Unfortunately, Vincenza doesn't have the authority to fix the problem--even if the station had the money. No one person at KXCI has the power to fix the power problem or any other major difficulties it faces in the normal course of day-to-day life in the world of community radio.

That's because the station's board of directors decided to switch to a lateral form of management two years ago after KXCI's last station manager was fired. Lateral management means the station has five department heads but no station manager to guide them. That responsibility rests now with the board itself.

The station has a long and sometimes sordid history of personnel changes. (This writer was once a member of KXCI's paid staff, that's how I know some of the changes were unsavory.)

"We have learned from the past," board president Shade says. "We certainly can't dwell on it but it is our responsibility to learn from it and I think we have done that. I think the lateral management system is more reflective of what KXCI is about and tries to represent."

She says the station simply couldn't afford to hire a station manager two years ago when they went lateral. Another reason the unusual management method is employed by the station, according to Shade, is because financial mistakes were made by past managers.

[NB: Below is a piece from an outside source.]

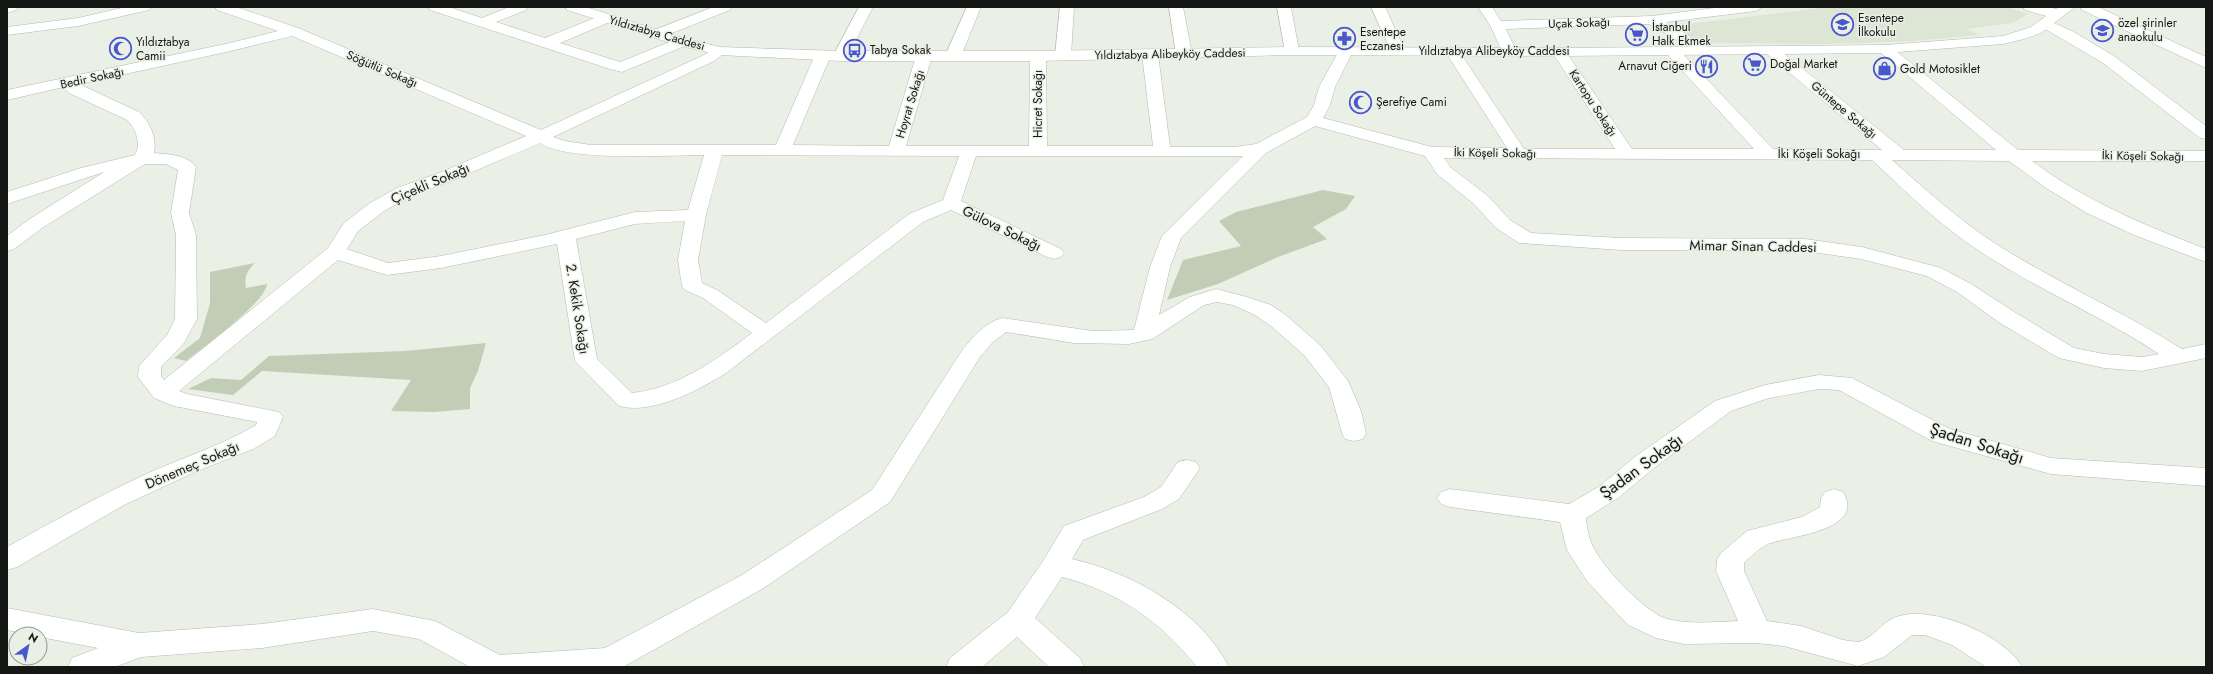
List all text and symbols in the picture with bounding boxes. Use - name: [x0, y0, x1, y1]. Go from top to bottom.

On the other hand, some observers of KXCI charge that the board itself has been responsible for many of the station's financial problems and difficulties with staff members. The directors have been plagued with in-fighting and political and personal agendas that have had little to do with the actual operation of the station.

"This past year we have had a working board," Shade says. "The station seemed to be very fractured a year or a year and a half ago. Board trust was at an all-time low and that had to be rebuilt through communicating with staff and programmers and members. We focused on putting the community back into community radio and that started with the community within KXCI. There are very important components that make up this station and there isn't one component that's more important than the other. The staff is just as important as the programmers and the programmers are just as important as the board. There isn't any one entity that can run this radio station alone."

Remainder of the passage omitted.